(Dataset items)
********************

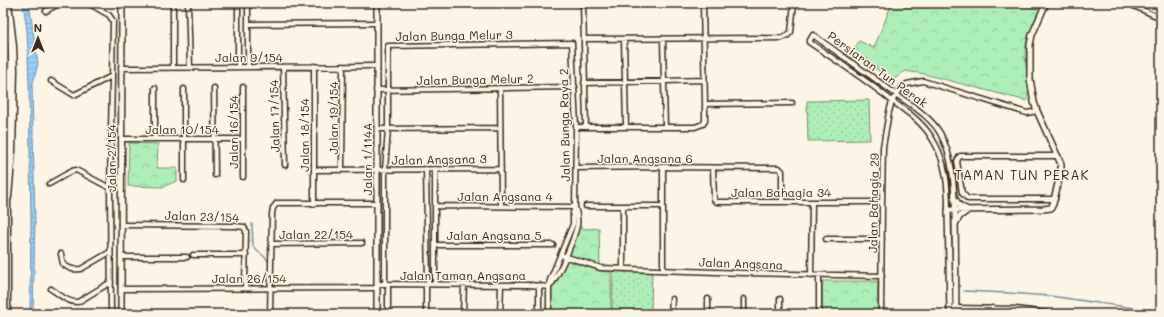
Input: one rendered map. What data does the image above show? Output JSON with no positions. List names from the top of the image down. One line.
{"streets":{"street":["Jalan Bunga Melur 3","Jalan 9/154","Persiaran Tun Perak","Jalan Bunga Melur 2","Jalan 17/154","Jalan 19/154","Jalan Bunga Raya 2","Jalan 10/154","Jalan 16/154","Jalan 18/154","Jalan 2/154","Jalan Angsana 6","Jalan 1/114A","Jalan Angsana 3","Jalan Bahagia 34","Jalan Angsana 4","Jalan Bahagia 29","Jalan 23/154","Jalan 22/154","Jalan Angsana 5","Jalan Angsana","Jalan Taman Angsana","Jalan 26/154"]},"crossings":[["Jalan Bunga Melur 3","Jalan Bunga Melur 2"],["Jalan Bunga Melur 3","Jalan Bunga Raya 2"],["Jalan Bunga Melur 3","Jalan Angsana 3"],["Jalan Bunga Melur 3","Jalan Taman Angsana"],["Jalan 9/154","Jalan 17/154"],["Jalan 9/154","Jalan 19/154"],["Jalan 9/154","Jalan 18/154"],["Jalan 9/154","Jalan 2/154"],["Jalan 9/154","Jalan 1/114A"],["Persiaran Tun Perak","Jalan Bahagia 29"],["Jalan Bunga Melur 2","Jalan Bunga Raya 2"],["Jalan Bunga Melur 2","Jalan 1/114A"],["Jalan 19/154","Jalan Angsana 3"],["Jalan Bunga Raya 2","Jalan Angsana 6"],["Jalan Bunga Raya 2","Jalan Angsana 4"],["Jalan Bunga Raya 2","Jalan Angsana"],["Jalan Bunga Raya 2","Jalan Taman Angsana"],["Jalan 10/154","Jalan 16/154"],["Jalan 10/154","Jalan 2/154"],["Jalan 18/154","Jalan Angsana 3"],["Jalan 2/154","Jalan 23/154"],["Jalan 2/154","Jalan 26/154"],["Jalan Angsana 6","Jalan Bahagia 34"],["Jalan 1/114A","Jalan Angsana 3"],["Jalan 1/114A","Jalan Taman Angsana"],["Jalan 1/114A","Jalan 26/154"],["Jalan Bahagia 34","Jalan Bahagia 29"],["Jalan Bahagia 29","Jalan Angsana"],["Jalan 23/154","Jalan 26/154"],["Jalan Taman Angsana","Jalan 26/154"]],"districts":["TAMAN TUN PERAK"],"north":"top"}
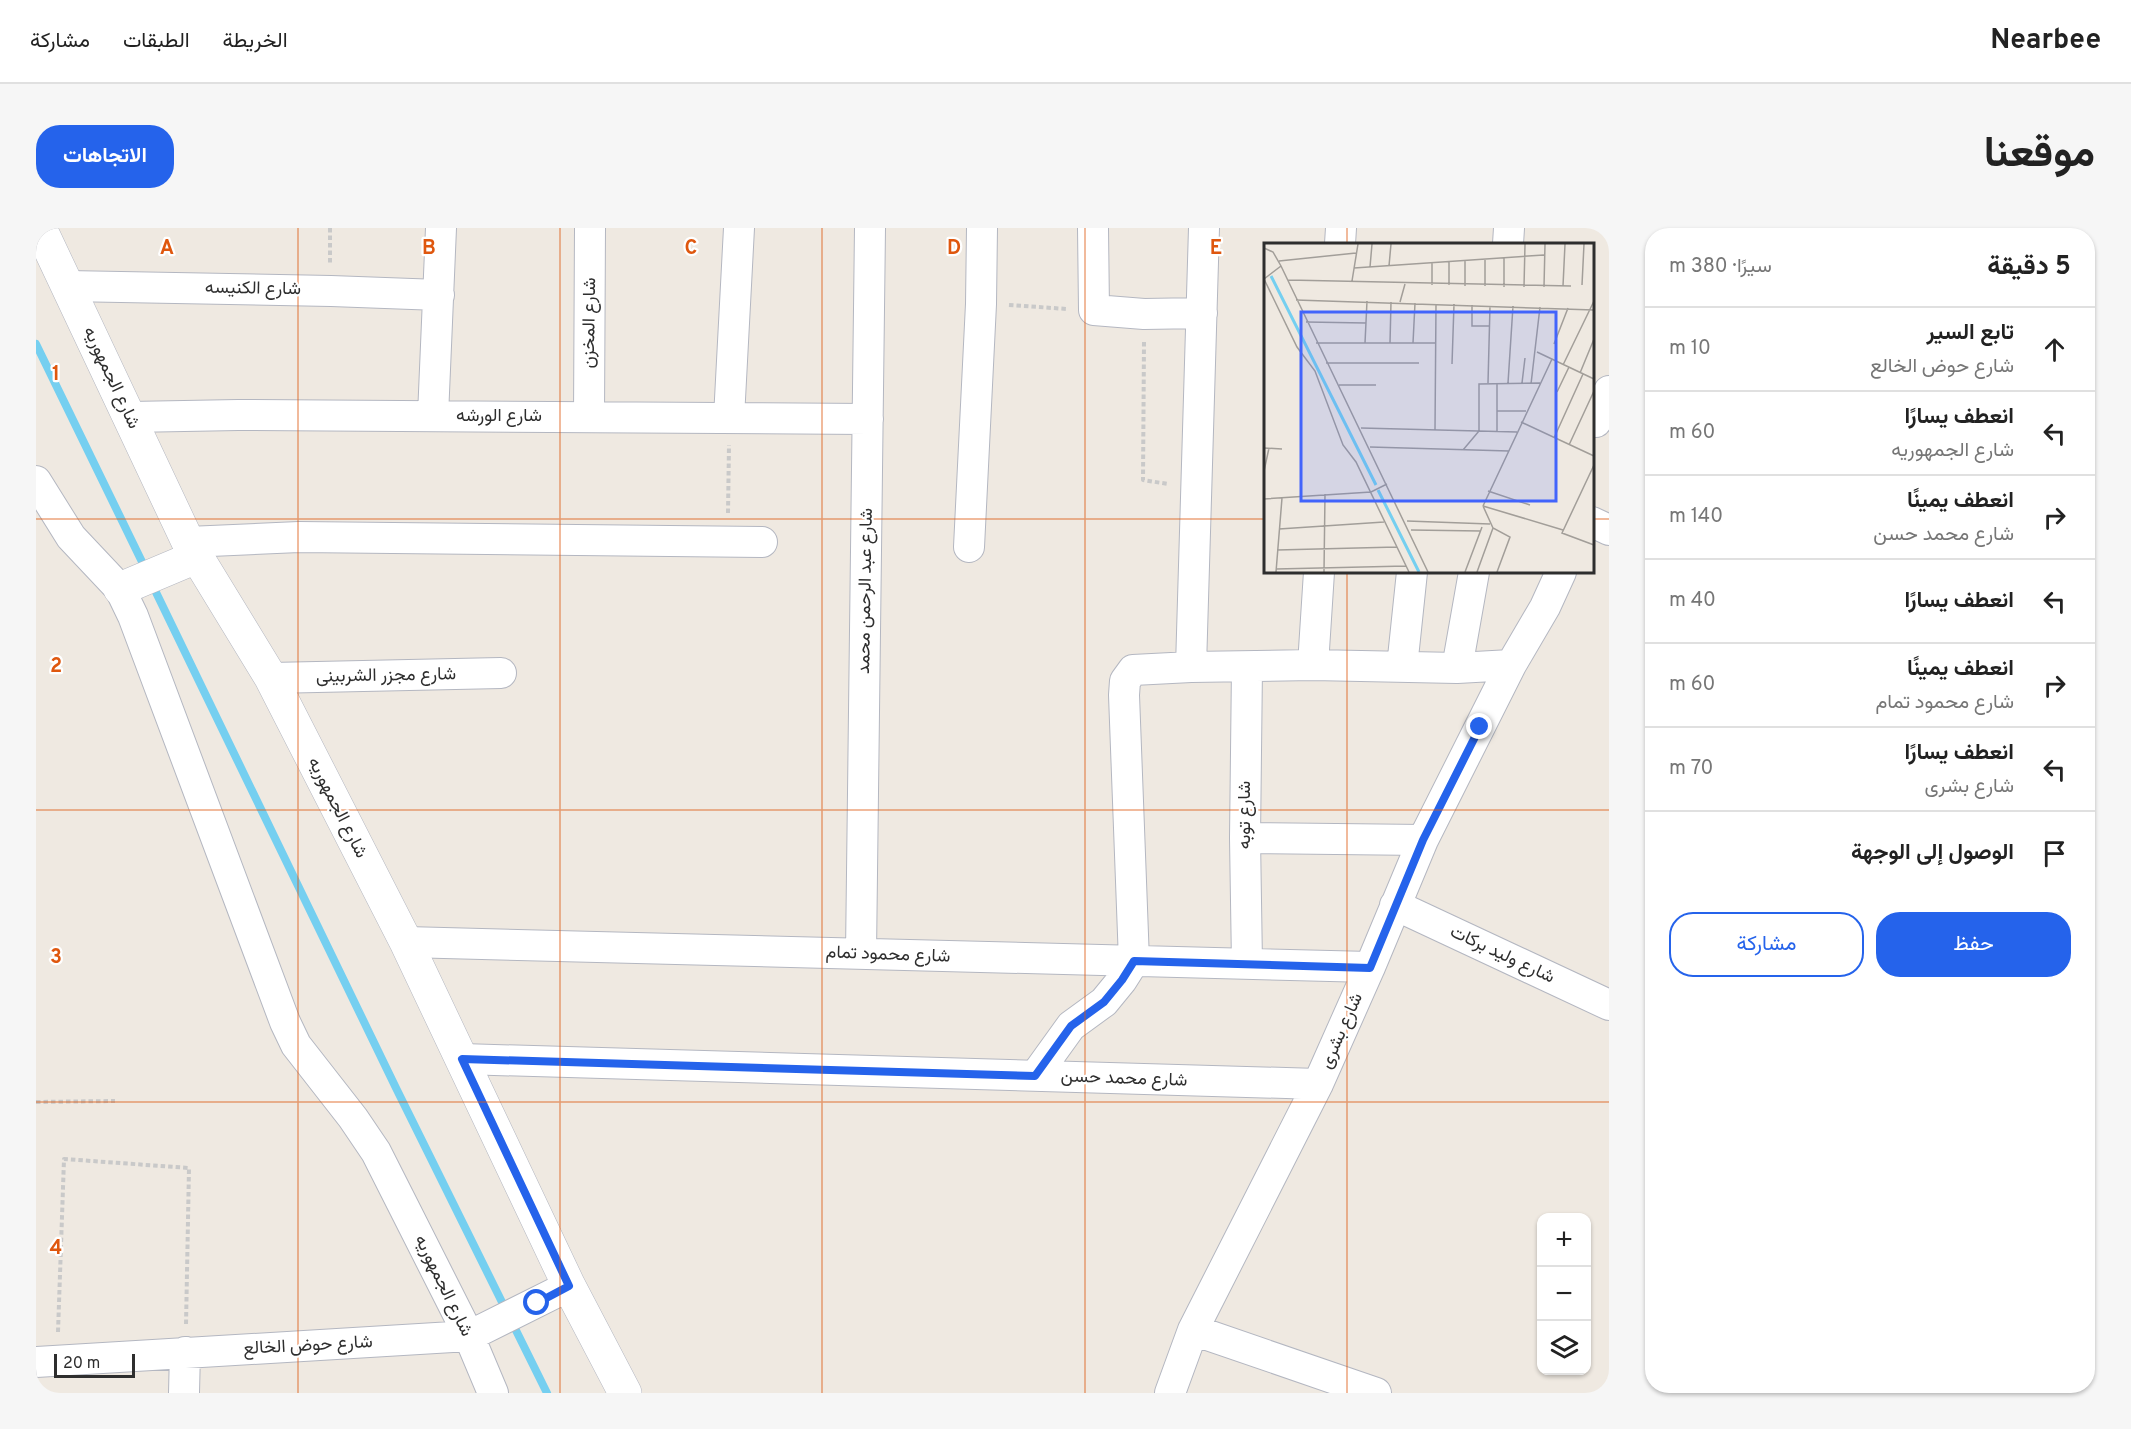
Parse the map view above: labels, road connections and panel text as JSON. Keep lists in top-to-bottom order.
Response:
{
  "streets": {
    "street": [
      "شارع الكنيسه",
      "شارع المخزن",
      "شارع الجمهوريه",
      "شارع الورشه",
      "شارع عبد الرحمن محمد",
      "شارع مجزر الشربينى",
      "شارع توبه",
      "شارع محمود تمام",
      "شارع وليد بركات",
      "شارع بشرى",
      "شارع محمد حسن",
      "شارع حوض الخالع"
    ]
  },
  "crossings": [
    ["شارع الكنيسه", "شارع الجمهوريه"],
    ["شارع المخزن", "شارع الورشه"],
    ["شارع الجمهوريه", "شارع الورشه"],
    ["شارع الجمهوريه", "شارع مجزر الشربينى"],
    ["شارع الجمهوريه", "شارع محمود تمام"],
    ["شارع الجمهوريه", "شارع محمد حسن"],
    ["شارع الجمهوريه", "شارع حوض الخالع"],
    ["شارع الورشه", "شارع عبد الرحمن محمد"],
    ["شارع عبد الرحمن محمد", "شارع محمود تمام"],
    ["شارع توبه", "شارع محمود تمام"],
    ["شارع محمود تمام", "شارع بشرى"],
    ["شارع وليد بركات", "شارع بشرى"],
    ["شارع بشرى", "شارع محمد حسن"]
  ],
  "scale_bar": "20 m",
  "page": {
    "header": "Nearbee",
    "nav": ["الخريطة", "الطبقات", "مشاركة"],
    "title": "موقعنا",
    "buttons": [
      "الاتجاهات",
      ["حفظ", "مشاركة"]
    ],
    "heading": ["5 دقيقة", "سيرًا · 380 m"],
    "list": [
      ["تابع السير", "شارع حوض الخالع", "10 m"],
      ["انعطف يسارًا", "شارع الجمهوريه", "60 m"],
      ["انعطف يمينًا", "شارع محمد حسن", "140 m"],
      ["انعطف يسارًا", "40 m"],
      ["انعطف يمينًا", "شارع محمود تمام", "60 m"],
      ["انعطف يسارًا", "شارع بشرى", "70 m"],
      "الوصول إلى الوجهة"
    ],
    "map_buttons": ["+", "−"],
    "scale": "20 m"
  },
  "grid": {
    "columns": [
      "A",
      "B",
      "C",
      "D",
      "E"
    ],
    "rows": [
      "1",
      "2",
      "3",
      "4"
    ]
  }
}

********************

▶ [What is expected]:
Search the records above for the string "مجزر". Report each line that has it.

▶ [Exercise answer]:
      "شارع مجزر الشربينى",
    ["شارع الجمهوريه", "شارع مجزر الشربينى"],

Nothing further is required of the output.